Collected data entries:
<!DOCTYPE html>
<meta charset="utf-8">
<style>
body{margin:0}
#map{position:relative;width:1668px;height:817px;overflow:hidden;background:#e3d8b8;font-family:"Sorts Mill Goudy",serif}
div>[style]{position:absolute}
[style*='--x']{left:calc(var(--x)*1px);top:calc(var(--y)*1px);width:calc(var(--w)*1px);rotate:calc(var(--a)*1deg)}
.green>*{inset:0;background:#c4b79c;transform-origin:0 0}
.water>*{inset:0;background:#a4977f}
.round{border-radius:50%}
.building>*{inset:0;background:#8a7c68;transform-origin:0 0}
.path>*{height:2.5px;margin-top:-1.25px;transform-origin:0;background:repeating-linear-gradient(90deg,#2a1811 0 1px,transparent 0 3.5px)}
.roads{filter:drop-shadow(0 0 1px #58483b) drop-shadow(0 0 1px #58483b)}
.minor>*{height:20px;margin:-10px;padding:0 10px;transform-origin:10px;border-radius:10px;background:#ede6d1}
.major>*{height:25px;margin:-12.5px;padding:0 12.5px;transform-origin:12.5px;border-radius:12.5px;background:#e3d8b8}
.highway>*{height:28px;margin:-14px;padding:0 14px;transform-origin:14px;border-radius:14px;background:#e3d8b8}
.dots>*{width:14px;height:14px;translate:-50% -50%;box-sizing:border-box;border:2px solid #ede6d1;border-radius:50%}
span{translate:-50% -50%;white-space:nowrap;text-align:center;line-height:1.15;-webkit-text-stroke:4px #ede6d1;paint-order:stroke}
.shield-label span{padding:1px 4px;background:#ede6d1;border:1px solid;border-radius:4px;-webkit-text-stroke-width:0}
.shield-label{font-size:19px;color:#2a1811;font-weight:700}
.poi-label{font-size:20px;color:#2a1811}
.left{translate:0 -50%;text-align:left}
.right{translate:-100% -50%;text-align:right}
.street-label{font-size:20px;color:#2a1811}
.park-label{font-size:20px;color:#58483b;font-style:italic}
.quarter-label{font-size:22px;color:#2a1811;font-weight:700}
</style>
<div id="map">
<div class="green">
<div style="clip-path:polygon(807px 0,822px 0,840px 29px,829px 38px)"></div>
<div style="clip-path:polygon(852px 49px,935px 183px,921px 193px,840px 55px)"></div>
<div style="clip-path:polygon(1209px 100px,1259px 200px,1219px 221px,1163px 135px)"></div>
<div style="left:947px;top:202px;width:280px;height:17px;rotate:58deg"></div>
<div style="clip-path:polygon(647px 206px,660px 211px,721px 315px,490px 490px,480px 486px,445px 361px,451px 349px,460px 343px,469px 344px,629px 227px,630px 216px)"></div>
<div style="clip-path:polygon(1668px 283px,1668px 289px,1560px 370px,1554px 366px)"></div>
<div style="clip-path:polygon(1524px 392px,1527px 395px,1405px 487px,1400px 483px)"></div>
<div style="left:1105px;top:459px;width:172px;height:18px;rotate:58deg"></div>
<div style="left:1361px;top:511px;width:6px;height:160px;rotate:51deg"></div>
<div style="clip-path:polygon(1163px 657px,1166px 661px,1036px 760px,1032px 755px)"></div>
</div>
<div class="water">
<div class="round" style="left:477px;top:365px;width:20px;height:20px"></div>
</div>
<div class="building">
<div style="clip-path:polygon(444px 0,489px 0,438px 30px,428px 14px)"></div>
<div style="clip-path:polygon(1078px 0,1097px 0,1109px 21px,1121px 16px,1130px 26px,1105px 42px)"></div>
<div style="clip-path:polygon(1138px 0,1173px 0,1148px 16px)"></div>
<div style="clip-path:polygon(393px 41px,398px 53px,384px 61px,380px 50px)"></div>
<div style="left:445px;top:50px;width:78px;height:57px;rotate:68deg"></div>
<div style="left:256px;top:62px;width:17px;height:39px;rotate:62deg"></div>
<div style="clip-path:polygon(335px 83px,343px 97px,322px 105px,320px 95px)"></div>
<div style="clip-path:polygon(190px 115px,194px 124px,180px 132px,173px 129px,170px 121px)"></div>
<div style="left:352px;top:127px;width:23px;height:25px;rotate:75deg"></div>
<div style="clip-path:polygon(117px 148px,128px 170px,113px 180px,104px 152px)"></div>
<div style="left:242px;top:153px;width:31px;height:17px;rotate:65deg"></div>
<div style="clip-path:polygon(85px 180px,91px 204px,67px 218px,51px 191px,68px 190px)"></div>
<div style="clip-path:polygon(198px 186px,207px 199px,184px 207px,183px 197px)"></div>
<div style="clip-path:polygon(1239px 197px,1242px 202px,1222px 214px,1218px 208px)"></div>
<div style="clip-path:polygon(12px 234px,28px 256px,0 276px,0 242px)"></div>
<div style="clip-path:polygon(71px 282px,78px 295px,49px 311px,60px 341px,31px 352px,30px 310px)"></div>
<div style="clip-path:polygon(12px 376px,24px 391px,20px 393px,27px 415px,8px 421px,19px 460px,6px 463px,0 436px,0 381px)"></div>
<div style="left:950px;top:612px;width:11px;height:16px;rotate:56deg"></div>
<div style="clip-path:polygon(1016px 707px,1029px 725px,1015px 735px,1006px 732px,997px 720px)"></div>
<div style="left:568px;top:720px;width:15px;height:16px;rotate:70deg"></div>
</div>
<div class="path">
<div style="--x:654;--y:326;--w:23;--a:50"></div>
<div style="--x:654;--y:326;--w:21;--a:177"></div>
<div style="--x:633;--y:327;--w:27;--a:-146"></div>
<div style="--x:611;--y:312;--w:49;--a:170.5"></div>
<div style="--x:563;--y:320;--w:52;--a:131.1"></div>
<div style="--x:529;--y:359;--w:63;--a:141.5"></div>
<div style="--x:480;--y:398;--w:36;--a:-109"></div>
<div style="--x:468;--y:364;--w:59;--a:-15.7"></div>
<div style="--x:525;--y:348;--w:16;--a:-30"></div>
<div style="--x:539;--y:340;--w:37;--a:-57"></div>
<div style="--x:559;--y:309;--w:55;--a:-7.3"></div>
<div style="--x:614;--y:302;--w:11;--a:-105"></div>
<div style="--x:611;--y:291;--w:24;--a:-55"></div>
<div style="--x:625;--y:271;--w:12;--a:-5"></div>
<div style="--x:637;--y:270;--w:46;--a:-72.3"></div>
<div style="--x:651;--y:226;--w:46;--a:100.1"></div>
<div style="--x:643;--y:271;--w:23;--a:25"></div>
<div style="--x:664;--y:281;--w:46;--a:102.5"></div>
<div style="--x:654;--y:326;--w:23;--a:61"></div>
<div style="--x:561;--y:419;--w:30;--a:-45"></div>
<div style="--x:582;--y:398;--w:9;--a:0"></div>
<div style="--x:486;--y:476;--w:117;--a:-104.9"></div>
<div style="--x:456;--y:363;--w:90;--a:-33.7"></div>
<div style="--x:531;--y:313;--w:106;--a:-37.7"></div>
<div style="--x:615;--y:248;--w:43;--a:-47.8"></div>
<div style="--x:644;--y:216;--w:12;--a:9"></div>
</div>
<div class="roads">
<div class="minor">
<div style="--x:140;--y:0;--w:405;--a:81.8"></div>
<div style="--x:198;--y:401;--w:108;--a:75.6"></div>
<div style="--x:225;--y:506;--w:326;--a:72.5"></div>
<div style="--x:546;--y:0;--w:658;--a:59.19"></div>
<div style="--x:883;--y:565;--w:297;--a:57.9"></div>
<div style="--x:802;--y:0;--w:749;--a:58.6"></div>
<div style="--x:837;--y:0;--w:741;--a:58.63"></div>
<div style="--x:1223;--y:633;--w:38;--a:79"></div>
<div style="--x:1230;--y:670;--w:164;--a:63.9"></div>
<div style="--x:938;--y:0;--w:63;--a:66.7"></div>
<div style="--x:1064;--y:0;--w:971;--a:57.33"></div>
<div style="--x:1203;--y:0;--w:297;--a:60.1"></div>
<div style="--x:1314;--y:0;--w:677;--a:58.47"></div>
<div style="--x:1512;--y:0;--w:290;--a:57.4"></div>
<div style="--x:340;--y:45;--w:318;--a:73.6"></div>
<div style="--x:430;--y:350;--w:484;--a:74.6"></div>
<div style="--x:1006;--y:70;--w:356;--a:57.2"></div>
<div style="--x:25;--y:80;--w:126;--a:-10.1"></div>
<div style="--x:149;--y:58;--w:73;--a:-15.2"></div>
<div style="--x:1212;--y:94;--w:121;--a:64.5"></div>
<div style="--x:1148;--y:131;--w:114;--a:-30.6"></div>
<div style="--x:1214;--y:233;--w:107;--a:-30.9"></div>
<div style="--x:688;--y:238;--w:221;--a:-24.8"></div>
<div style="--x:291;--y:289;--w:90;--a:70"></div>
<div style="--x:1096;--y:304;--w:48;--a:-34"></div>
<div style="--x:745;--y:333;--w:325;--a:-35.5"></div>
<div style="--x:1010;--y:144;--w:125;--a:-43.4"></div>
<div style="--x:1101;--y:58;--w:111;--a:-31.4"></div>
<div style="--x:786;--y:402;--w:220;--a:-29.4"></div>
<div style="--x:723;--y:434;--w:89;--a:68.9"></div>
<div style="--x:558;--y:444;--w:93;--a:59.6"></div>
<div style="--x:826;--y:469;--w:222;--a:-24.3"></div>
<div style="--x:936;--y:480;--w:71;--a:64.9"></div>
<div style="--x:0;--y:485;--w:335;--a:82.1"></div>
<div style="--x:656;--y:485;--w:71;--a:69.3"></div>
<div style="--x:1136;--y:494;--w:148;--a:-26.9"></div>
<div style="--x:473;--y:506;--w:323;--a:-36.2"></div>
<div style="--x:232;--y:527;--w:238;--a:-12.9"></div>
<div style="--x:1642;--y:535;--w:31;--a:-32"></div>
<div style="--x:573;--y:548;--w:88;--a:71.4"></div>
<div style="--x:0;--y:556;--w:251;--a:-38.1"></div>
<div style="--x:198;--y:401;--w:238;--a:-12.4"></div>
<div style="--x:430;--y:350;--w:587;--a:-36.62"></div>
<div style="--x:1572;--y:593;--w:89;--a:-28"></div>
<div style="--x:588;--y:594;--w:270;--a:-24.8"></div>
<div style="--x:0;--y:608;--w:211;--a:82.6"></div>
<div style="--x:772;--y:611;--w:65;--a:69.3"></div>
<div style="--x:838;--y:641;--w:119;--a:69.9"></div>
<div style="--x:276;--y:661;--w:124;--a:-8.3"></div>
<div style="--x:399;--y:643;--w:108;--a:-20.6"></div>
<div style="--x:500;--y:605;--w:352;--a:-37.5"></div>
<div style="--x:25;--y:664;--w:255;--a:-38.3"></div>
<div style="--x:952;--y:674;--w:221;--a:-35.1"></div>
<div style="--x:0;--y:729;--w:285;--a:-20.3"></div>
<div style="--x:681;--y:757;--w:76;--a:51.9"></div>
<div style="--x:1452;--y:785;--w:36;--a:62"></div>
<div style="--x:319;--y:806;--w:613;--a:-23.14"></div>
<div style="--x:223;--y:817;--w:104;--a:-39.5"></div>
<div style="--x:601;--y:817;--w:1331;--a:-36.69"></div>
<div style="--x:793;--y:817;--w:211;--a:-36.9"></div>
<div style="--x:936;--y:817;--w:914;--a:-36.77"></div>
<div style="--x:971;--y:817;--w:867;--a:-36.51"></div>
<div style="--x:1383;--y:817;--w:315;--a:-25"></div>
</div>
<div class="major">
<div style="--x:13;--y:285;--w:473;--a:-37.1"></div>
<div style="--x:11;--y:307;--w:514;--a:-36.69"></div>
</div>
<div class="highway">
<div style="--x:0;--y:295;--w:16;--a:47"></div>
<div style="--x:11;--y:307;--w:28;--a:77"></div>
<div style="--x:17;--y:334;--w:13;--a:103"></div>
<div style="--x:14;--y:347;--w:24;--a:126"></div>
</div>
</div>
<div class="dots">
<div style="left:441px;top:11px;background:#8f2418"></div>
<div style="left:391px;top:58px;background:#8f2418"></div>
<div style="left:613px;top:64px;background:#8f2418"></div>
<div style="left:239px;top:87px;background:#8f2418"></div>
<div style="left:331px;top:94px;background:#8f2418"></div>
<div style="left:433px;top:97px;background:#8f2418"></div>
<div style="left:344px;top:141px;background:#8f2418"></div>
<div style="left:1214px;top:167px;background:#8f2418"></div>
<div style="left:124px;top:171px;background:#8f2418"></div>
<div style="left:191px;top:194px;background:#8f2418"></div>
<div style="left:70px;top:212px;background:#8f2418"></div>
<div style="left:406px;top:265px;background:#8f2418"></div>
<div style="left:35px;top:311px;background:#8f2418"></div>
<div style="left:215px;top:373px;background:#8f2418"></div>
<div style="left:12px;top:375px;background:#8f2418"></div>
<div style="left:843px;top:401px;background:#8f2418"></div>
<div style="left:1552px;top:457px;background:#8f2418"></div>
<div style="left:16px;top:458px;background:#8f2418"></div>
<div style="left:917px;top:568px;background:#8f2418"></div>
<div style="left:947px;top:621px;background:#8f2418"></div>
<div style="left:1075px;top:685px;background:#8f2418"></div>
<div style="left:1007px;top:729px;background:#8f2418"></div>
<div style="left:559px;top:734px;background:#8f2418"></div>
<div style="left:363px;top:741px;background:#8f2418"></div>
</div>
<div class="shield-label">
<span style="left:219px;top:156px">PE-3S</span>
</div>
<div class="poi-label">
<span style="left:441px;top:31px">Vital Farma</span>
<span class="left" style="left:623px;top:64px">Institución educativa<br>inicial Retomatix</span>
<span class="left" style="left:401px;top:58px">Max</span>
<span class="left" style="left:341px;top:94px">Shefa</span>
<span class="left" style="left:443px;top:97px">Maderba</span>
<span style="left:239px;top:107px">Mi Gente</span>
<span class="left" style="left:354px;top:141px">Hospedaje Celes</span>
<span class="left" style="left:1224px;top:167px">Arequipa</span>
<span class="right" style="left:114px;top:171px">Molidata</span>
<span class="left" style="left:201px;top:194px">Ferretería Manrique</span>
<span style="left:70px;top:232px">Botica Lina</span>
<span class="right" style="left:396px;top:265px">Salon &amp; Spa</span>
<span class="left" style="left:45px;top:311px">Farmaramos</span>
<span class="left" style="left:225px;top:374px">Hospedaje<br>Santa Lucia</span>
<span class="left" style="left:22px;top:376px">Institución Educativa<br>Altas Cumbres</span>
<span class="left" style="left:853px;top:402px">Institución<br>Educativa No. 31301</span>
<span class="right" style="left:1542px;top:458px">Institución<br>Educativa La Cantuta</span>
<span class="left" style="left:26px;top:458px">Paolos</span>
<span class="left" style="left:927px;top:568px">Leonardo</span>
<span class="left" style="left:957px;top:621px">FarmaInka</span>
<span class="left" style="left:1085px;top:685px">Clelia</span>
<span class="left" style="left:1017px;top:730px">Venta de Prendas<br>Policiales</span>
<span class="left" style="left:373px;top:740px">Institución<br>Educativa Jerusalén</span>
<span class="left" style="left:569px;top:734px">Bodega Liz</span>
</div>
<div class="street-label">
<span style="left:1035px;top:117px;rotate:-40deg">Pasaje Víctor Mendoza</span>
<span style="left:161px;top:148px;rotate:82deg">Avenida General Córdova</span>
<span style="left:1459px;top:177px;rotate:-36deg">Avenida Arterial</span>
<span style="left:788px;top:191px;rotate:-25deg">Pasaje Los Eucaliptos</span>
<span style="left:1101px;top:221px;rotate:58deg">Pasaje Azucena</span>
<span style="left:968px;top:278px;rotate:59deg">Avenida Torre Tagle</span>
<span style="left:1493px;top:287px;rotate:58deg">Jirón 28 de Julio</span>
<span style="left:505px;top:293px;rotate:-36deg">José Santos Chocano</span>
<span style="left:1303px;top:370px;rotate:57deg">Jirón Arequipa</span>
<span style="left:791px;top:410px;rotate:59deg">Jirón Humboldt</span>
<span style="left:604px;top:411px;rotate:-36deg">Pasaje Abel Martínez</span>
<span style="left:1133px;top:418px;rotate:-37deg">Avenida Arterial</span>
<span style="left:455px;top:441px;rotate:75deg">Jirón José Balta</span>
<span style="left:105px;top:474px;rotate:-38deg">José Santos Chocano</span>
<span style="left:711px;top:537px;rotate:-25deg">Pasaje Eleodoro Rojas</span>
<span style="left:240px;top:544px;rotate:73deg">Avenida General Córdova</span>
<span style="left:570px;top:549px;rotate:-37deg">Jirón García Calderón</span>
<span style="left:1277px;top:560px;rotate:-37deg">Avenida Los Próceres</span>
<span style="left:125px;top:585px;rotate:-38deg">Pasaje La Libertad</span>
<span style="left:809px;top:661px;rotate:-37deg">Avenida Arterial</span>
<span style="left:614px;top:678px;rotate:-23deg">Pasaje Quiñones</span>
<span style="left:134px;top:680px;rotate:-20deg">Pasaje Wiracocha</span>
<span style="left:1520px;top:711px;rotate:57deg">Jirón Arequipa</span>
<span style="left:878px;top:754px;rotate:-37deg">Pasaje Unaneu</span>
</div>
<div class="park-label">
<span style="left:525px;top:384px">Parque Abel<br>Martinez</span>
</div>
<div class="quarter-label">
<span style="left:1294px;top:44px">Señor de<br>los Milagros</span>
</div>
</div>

EXERCISE OBJECTIVE: Your answer must be a copy of every line in the data above that holds the string "position".

WRITTEN RESPONSE:
#map{position:relative;width:1668px;height:817px;overflow:hidden;background:#e3d8b8;font-family:"Sorts Mill Goudy",serif}
div>[style]{position:absolute}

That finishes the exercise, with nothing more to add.